**Work order:**
Return exactly the lines below, starting with the one that has "filter:drop-shadow(2px 0 #f4f1e8)" and going on through the one that has "height:8px; margin:-4px; padding:0".
Material provided section start
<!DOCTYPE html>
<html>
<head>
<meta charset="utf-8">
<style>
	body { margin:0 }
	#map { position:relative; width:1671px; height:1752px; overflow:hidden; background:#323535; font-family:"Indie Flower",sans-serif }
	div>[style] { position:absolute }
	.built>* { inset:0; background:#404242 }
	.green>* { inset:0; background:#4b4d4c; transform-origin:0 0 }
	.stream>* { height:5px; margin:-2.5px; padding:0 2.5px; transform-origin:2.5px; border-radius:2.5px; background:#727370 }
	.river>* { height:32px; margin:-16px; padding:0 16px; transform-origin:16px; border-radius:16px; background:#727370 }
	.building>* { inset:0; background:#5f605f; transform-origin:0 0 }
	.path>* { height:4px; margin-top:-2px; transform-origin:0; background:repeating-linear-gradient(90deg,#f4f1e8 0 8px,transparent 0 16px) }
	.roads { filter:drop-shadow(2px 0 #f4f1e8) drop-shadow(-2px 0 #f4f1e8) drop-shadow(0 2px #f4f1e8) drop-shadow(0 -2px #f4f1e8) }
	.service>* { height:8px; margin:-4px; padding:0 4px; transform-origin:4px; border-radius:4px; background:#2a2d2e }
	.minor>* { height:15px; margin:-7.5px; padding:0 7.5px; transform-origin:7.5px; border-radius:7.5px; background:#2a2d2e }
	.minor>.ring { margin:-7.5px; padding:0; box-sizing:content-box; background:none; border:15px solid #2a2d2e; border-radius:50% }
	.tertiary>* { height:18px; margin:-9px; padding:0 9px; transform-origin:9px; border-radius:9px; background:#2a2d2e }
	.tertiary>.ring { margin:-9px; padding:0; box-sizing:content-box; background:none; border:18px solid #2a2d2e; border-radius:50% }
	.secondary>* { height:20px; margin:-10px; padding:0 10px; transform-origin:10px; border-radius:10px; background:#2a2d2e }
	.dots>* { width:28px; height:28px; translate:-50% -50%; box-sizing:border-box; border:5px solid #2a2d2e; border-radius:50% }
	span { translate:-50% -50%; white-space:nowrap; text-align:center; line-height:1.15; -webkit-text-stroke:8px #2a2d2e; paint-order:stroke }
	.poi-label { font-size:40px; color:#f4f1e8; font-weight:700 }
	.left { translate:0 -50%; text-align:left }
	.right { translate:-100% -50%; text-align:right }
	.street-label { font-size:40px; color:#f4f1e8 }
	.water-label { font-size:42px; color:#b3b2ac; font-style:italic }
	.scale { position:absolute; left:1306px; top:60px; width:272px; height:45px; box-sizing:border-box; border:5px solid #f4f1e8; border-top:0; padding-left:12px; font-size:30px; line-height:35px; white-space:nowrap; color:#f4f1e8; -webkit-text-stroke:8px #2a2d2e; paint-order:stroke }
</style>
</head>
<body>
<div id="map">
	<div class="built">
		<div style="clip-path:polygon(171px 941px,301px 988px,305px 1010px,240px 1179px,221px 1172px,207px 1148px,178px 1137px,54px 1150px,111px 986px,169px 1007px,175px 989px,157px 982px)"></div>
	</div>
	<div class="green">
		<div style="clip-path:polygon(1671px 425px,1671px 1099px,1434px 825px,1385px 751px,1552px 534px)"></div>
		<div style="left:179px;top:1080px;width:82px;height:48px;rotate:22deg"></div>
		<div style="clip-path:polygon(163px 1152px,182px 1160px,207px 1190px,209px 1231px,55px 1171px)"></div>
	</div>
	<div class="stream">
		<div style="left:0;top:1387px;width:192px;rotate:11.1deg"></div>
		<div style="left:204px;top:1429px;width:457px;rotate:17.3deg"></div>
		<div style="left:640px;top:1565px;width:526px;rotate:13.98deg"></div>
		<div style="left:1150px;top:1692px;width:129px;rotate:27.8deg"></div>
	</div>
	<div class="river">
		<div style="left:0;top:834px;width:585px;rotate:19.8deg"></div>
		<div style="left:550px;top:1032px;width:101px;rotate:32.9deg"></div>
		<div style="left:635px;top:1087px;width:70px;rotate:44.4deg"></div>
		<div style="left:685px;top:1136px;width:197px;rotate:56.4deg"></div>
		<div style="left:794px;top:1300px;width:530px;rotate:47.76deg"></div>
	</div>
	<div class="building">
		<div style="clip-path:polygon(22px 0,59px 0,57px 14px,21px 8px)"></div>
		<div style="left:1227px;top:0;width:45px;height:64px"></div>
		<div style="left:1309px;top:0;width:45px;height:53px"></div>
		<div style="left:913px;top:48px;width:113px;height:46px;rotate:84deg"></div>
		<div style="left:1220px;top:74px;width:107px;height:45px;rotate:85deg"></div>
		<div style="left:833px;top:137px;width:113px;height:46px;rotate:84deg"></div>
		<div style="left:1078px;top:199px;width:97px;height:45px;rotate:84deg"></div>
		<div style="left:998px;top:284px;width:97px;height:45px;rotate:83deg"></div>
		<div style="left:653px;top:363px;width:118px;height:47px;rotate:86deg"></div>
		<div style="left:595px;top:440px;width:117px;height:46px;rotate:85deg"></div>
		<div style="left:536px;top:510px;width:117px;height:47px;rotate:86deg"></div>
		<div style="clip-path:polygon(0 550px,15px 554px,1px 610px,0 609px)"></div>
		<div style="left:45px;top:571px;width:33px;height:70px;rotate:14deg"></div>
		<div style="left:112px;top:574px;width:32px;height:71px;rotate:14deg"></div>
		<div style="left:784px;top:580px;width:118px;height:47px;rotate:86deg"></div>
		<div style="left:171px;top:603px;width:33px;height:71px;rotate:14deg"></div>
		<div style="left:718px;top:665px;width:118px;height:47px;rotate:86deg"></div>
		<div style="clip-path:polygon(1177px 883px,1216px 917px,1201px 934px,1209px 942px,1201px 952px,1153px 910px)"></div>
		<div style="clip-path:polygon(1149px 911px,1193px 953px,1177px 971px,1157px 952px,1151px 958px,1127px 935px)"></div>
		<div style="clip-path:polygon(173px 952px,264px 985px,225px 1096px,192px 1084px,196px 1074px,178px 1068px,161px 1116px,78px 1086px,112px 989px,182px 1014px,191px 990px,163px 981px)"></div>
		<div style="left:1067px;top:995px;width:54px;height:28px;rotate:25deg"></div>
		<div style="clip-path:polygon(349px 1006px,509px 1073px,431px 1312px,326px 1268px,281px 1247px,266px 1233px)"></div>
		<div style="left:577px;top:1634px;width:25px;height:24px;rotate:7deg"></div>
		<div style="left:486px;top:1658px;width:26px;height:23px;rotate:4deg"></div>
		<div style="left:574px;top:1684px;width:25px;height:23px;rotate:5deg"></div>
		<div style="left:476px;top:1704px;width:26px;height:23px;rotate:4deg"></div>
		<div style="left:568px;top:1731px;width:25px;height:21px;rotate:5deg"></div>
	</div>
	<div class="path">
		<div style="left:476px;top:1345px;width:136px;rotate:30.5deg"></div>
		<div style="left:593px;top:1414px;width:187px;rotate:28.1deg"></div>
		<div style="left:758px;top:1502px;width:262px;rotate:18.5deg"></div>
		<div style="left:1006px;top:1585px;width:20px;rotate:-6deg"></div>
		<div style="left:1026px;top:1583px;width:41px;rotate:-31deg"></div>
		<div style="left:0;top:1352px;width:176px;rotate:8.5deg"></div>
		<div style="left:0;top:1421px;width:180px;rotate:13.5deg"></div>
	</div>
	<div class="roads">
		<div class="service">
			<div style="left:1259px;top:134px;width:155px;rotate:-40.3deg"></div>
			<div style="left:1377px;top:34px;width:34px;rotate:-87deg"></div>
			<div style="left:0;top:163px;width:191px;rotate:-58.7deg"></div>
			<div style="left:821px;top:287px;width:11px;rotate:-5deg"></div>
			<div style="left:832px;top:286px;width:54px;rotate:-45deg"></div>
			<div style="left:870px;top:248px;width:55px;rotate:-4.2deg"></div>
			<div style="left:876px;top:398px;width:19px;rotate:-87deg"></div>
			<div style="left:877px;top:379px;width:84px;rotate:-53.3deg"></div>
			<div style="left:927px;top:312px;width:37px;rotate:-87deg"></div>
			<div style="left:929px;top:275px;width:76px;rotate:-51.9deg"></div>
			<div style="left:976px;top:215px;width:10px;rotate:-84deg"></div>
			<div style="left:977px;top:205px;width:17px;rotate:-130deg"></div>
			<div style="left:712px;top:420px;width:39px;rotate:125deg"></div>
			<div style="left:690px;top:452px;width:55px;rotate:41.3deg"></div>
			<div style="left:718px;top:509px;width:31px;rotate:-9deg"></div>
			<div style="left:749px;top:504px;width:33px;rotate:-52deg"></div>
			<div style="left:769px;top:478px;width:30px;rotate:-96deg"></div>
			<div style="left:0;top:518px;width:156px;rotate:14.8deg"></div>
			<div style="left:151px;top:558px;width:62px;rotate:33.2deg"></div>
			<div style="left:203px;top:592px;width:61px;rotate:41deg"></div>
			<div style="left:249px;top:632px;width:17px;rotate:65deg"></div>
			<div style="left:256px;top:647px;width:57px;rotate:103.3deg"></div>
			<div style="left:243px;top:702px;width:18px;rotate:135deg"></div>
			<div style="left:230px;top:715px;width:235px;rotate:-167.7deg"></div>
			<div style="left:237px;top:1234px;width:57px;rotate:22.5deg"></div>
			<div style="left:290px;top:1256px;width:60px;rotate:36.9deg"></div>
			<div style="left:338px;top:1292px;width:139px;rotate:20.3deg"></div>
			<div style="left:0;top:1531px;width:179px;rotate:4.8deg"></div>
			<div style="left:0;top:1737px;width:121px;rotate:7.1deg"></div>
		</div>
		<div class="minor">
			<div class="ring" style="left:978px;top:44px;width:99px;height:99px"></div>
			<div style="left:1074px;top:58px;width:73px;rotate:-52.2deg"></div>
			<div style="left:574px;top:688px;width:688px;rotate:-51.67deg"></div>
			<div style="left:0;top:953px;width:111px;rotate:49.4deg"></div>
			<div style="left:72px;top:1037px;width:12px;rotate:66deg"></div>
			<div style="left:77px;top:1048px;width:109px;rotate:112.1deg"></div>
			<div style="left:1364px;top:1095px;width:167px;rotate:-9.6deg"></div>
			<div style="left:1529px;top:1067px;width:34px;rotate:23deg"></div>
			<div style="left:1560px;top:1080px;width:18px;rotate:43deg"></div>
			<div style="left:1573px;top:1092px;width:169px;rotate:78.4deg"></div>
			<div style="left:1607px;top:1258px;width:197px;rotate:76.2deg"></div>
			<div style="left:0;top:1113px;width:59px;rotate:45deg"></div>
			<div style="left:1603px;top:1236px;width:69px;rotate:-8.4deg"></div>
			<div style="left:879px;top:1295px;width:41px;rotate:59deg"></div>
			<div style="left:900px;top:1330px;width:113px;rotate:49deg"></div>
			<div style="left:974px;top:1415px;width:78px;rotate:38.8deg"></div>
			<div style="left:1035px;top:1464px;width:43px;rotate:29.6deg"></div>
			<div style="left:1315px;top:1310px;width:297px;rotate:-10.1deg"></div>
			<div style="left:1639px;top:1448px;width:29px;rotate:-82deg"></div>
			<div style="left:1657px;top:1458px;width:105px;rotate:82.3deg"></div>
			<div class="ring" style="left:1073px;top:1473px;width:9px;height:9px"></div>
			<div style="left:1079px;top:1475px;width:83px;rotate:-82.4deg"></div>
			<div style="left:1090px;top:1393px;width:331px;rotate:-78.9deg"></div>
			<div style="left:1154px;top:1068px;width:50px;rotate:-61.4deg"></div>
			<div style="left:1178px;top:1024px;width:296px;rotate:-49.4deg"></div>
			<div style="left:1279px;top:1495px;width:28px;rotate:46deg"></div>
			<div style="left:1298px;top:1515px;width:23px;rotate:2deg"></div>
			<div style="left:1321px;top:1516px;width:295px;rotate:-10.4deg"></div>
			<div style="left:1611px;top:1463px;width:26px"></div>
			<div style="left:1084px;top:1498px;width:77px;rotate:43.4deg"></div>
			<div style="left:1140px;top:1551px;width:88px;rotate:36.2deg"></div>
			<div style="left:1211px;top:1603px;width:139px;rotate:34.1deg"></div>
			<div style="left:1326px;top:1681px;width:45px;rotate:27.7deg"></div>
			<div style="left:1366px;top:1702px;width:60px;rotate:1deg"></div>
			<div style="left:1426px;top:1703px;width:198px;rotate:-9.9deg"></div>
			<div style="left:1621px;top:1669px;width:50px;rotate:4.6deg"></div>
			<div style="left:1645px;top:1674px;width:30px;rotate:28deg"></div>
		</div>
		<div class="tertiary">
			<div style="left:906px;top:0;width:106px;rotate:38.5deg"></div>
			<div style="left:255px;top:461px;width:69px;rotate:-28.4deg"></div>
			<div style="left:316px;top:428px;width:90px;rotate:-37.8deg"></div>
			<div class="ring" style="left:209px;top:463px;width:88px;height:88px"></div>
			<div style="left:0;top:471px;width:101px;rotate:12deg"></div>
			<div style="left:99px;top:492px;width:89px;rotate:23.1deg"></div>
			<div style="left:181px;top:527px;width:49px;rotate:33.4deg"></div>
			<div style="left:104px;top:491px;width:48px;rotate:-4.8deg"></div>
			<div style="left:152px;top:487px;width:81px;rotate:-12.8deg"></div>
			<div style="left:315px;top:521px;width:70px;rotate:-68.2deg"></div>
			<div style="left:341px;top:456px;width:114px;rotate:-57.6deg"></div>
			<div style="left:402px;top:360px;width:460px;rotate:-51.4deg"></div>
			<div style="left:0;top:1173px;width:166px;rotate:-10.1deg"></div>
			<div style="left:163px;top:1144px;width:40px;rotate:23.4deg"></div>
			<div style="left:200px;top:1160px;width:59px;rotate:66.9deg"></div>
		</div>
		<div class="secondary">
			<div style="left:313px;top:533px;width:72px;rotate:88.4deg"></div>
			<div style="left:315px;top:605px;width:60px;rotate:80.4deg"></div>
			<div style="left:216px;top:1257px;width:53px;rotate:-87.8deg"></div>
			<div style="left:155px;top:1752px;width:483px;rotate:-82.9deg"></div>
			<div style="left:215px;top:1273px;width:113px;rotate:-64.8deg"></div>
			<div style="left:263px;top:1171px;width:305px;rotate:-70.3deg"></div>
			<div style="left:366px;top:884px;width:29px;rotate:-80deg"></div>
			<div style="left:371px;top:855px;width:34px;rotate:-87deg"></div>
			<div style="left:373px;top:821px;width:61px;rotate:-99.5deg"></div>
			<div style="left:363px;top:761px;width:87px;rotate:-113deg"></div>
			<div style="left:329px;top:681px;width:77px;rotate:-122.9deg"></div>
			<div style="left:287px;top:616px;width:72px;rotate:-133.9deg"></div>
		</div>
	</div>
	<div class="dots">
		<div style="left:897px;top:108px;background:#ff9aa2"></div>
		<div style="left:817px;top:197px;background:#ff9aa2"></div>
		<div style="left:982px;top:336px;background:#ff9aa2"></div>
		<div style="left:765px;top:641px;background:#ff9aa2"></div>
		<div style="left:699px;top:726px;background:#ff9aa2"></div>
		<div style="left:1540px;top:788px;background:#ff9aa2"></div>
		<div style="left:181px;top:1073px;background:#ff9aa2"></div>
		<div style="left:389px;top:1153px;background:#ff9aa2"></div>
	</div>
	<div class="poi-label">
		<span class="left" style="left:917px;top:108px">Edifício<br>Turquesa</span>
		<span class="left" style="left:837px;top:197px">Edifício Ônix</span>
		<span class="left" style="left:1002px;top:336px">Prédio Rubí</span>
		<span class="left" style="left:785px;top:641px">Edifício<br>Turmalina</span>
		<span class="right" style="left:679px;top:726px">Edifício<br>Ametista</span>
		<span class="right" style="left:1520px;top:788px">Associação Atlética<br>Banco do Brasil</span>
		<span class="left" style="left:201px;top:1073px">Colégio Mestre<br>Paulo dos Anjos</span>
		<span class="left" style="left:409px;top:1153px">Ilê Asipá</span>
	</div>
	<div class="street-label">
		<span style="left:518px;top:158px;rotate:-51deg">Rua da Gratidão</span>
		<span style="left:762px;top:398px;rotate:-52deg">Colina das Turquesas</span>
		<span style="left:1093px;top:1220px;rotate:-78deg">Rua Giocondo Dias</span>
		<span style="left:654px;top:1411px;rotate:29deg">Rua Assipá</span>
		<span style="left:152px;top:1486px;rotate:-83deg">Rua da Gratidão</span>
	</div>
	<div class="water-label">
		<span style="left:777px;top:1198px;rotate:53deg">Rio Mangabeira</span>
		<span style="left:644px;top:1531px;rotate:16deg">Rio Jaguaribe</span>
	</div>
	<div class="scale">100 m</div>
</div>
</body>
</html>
Material provided section end
**Solution:**
	.roads { filter:drop-shadow(2px 0 #f4f1e8) drop-shadow(-2px 0 #f4f1e8) drop-shadow(0 2px #f4f1e8) drop-shadow(0 -2px #f4f1e8) }
	.service>* { height:8px; margin:-4px; padding:0 4px; transform-origin:4px; border-radius:4px; background:#2a2d2e }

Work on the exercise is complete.